As written, Jaqen only kills the one guard able to draw a sword in that incident. IMO he was compelled him to recruit Rorge and Biter to kill the other 5 guards to technically maintain the 3 for 3 balance. Using accomplices is likely contrary to the assassin's code among Faceless Men.



I think Jaqen suspected the Hoat/bolton conspiracy and that it was planned the northern prisoners would be released to seize the castle from within. Jaqen even encouraged Arya to name Joffrey because, as Arya herself put it, "The last death has to count." As it played out, Arya's last death wish, her "mad dream" as Jaqen calls it, didnt count. Not only was it unnecessary, even afterward she couldnt bring herself to take advantage of the Stark sigil being raised over Harrenhall and name herself to Glover, Bolton or any of Robb's other bannermen there.

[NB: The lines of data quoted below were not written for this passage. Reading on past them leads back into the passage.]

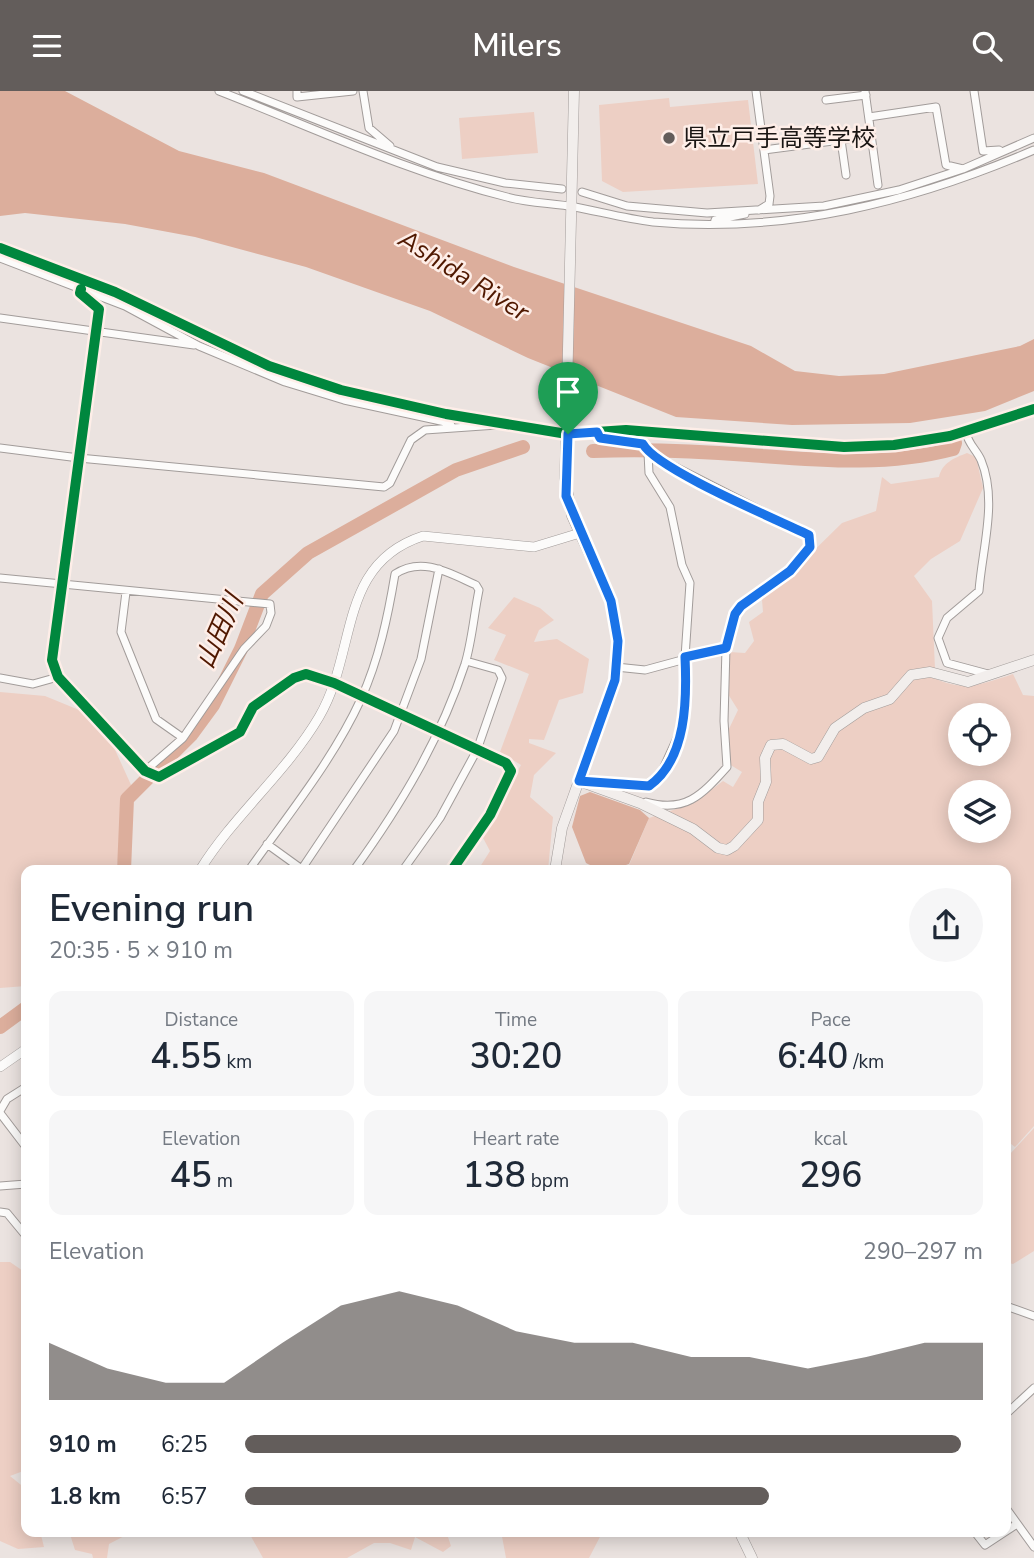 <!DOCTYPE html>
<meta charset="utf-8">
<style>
:root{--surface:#fff;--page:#f6f6f7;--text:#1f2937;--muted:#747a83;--accent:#635d5b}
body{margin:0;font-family:"Nunito Sans","Noto Sans JP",sans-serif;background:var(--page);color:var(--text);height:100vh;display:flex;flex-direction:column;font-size:26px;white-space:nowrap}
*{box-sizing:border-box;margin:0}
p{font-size:23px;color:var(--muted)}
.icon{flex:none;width:38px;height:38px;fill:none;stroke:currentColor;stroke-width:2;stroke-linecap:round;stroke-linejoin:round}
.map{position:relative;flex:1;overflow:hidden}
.side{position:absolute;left:21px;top:774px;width:990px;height:672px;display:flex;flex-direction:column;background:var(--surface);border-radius:14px;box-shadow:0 4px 18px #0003}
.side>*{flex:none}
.controls{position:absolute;left:948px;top:612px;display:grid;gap:14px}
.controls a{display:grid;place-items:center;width:63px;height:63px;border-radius:50%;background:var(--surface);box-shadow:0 4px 18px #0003;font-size:35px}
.pin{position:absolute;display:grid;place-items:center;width:60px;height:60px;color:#fff;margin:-72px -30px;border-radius:50% 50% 50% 0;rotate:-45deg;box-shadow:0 0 7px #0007}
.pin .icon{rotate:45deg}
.round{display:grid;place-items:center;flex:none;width:74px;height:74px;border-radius:37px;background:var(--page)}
.summary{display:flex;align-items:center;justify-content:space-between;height:119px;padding:0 28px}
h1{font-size:38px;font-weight:600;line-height:52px}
.figures{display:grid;grid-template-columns:repeat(3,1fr);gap:10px;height:119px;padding:7px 28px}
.figures div{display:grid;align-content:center;border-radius:14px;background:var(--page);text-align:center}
.figures b{font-size:35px;font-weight:600}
.figures small{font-size:19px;font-weight:400}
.figures p{font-size:19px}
.chart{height:196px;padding:14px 28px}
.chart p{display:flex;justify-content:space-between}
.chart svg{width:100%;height:126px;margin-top:7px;fill:var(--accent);opacity:.7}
ul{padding:0 28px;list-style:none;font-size:23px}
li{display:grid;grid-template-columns:112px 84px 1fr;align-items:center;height:52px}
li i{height:18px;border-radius:9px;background:var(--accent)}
header{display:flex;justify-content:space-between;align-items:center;height:91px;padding:0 28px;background:var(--accent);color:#fff;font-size:32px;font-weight:600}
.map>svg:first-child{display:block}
</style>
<header><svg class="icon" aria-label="menu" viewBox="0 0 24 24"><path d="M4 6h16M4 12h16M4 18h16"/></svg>Milers<svg class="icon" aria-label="search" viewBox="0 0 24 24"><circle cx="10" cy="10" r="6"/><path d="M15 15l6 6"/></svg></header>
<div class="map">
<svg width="1034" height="1467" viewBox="0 0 1034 1467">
<rect width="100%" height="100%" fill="#ebe3e0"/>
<path fill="#edcfc4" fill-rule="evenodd" d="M669,7L670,16L748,9L758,93L623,101L602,90L599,14Z
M534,21L538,62L462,68L459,27Z
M967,362L976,366L983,397L960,450L931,468L914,485L932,510L935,578L924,582C960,602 977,595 1013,583L1023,604L1034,605V1035L1015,1056L1006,1049V779H627L649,727L694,712L723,690L733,696L742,681L729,673L727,642L738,619L728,603L729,561L745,562L754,550L749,531L763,521L762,509L766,497L795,478L842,432L876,420L882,386L891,393L939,386C942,372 954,367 967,362ZM961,625H999V663H961ZM961,702H999V740H961Z
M514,506L540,517L554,529L539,539L534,551L557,548L589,568L583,602L559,609L544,649L529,648V652L556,662L534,684L530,706L553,726L548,779H478L490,760L482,745L521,674L500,661L529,583L494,569L506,544L488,537Z
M0,601L45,605L101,628L132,696L116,779H26V895L0,897Z
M1034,1037V1160L1013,1173L1006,1171V1072L1010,1063Z
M0,1171H10L26,1182V1379L10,1385L26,1398V1440H40L44,1456L18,1458L0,1450Z
M69,1440H134L109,1453L107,1467H93L92,1463L75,1459Z
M248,1440H446L451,1455L443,1461L415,1446L411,1459L390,1452H374L347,1467H263Z
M501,1440H603L589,1467H506Z"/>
<path fill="#dcae9c" d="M0,0H65L179,60L264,82L514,176L751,255L795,280L839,285L884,283L1020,255L1034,248V300L985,320L910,332L792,334L676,326L528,267L430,220L306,176L195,146L125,133L25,122L0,125Z
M590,701L640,719L649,727L629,773C612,779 602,780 586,772L572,736L580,705Z"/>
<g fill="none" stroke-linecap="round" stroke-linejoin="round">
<path stroke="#dcae9c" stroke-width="14" d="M593,360C645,358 697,360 749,364C818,369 885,376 953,358L955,352
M124,779L127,708L191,644L213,614L241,558L262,503L308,462L456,379L523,356
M0,936L26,917"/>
<defs>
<path id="minor" d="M219,0C314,37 407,81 507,106C529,112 553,112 575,116C601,121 627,128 653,131C786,143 913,111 1034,59
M243,0L437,76L505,92L562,98
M297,0V6L353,0
M363,0L369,37L390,55
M756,0L770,105L769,113L759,119
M865,0L878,94
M974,0L983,60L999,59
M826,9L866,4
M869,26L936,16L946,74L963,78
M841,49L846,84
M764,59L871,45
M582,101L627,115L707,122L824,115L899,99L963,78L1034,47
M714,133L715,129L745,123
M0,167L125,215L199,255L285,291L344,309L450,332L452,337
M81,198L80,202L99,218L52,569L58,586L145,680L159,686L240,641L253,616L294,587L306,583L334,592L506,672L511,680L490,724L452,779
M0,227L194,254
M966,341C968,353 976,358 981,369C998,410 982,458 979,500L947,527L938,547L947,572L988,583
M0,357L79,367L384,396L390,392L411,349L425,339L497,334
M0,487L270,513L271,522L266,535L244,558L183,647L145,680
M126,501L121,541L156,628L183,647
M616,576L645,579L726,557L735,523L741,515L790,479L810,456L809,444L648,362
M0,587L33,593L58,586
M590,691L649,695L658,689L682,636L687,604L685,566L690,492L682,474L670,416L649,382L648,362L643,353L600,347L597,341
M646,711C685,722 701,705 727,676L724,630L726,557
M267,753L303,779
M249,779C288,724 333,669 361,608C379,568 388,525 395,483C422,465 449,482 476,494L479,499C474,523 472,550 465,573C440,649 401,714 354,779
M301,779L394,640L421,568L439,478
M403,779L440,727L477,659L502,587L498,579L466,570
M0,1020L7,1008L26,996
M0,1022L26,1056
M0,1095L26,1093
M0,1121L7,1122L26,1145
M1006,1215L1034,1225
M1006,1323L1034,1297
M1006,1417L1034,1456
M974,1440L985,1454L1017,1433"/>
<path id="tertiary" d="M0,157L115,201L269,275L341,299L446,323L567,343L626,339L844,356L894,354L950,345L1034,318
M200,779C234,724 286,682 319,626C358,560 337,473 423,445L534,456L580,442
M0,976L26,958"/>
<path id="secondary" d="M579,690L640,712L693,738L718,757L727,759L734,755L758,729V711L766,691L765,667L771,654L783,653L811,668L818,666L835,637L864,617L890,608L911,584L930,581L968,591L1034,569
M555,779L562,737L615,589L618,549L611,510L572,425L565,387L574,0
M739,1440L752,1467"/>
</defs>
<use href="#minor" stroke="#a29c9a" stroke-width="9"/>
<use href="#tertiary" stroke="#a29c9a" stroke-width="10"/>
<use href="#secondary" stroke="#a29c9a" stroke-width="11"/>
<use href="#minor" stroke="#fcfbfa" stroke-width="7"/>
<use href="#tertiary" stroke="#fcfbfa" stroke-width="9"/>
<use href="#secondary" stroke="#f2eeec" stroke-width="10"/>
<defs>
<path id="cycleway" d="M0,157L115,201L269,275L341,299L446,323L567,343L626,339L844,356L894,354L950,345L1034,318
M81,198L80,202L99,218L52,569L58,586L145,680L159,686L240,641L253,616L294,587L306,583L334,592L506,672L511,680L490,724L452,779"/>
</defs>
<use href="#cycleway" stroke="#feeee8" stroke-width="15"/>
<use href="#cycleway" stroke="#00873e" stroke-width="10"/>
</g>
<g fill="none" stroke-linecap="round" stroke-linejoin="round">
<defs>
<path id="route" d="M597,341L600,347L643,353C656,378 778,429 809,444L810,456L790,480L741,515L735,523L726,557L685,566C687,608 687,668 649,695L579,690L615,589L618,550L611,510L566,405L568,343Z"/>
</defs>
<use href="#route" stroke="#fff" stroke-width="14"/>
<use href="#route" stroke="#1a73e8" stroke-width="9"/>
</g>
<circle fill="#635d5b" stroke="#feeee8" stroke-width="2.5" cx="669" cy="47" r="7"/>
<g text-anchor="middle" stroke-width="5" stroke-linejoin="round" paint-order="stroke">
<g font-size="24" fill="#1a1513" stroke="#feeee8" text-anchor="start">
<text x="683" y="55">県立戸手高等学校</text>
</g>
<g font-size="26" font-style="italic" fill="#501800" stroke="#feeee8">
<text transform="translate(464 184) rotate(32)" y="9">Ashida River</text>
<text transform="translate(219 540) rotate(-66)" y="9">山田川</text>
</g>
</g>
</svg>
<div class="controls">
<a><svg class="icon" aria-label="locate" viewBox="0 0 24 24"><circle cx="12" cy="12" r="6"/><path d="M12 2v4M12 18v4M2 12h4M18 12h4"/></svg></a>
<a><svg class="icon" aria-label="layers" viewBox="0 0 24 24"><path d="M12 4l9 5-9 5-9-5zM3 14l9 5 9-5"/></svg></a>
</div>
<div class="pin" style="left:568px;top:343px;background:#1e9e55"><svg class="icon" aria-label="arrive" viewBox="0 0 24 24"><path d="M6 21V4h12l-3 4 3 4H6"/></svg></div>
<section class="side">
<div class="summary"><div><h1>Evening run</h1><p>20:35 · 5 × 910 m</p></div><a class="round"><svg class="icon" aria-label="share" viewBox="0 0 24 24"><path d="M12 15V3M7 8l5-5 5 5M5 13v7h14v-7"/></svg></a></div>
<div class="figures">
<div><p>Distance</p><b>4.55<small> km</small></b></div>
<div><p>Time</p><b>30:20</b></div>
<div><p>Pace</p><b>6:40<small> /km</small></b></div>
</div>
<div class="figures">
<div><p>Elevation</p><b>45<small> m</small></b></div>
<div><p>Heart rate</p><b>138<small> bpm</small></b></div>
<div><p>kcal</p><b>296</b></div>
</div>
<div class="chart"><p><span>Elevation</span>290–297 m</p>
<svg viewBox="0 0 160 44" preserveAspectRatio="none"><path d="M0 44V24L10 33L20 38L30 38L40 24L50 11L60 6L70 11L80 20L90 24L100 24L110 29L120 29L130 33L140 29L150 24L160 24V44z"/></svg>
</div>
<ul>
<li><b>910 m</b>6:25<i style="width:97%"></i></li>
<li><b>1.8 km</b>6:57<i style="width:71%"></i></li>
</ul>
</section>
</div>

The Lorathi brought the blade to Arya still red with heart's blood and wiped it clean on the front of her shift. "A girl should be bloody too. This is her work."



Still pondering why Jaqen was more distraught at having to kill himself than he was while trapped in chains in the midst of towering flames before Arya's intervention. Surely suicide with his thin, sharp knife would have been cleaner and quicker than being consumed by fire. He was trapped in both situations though, by his chains and by his oath.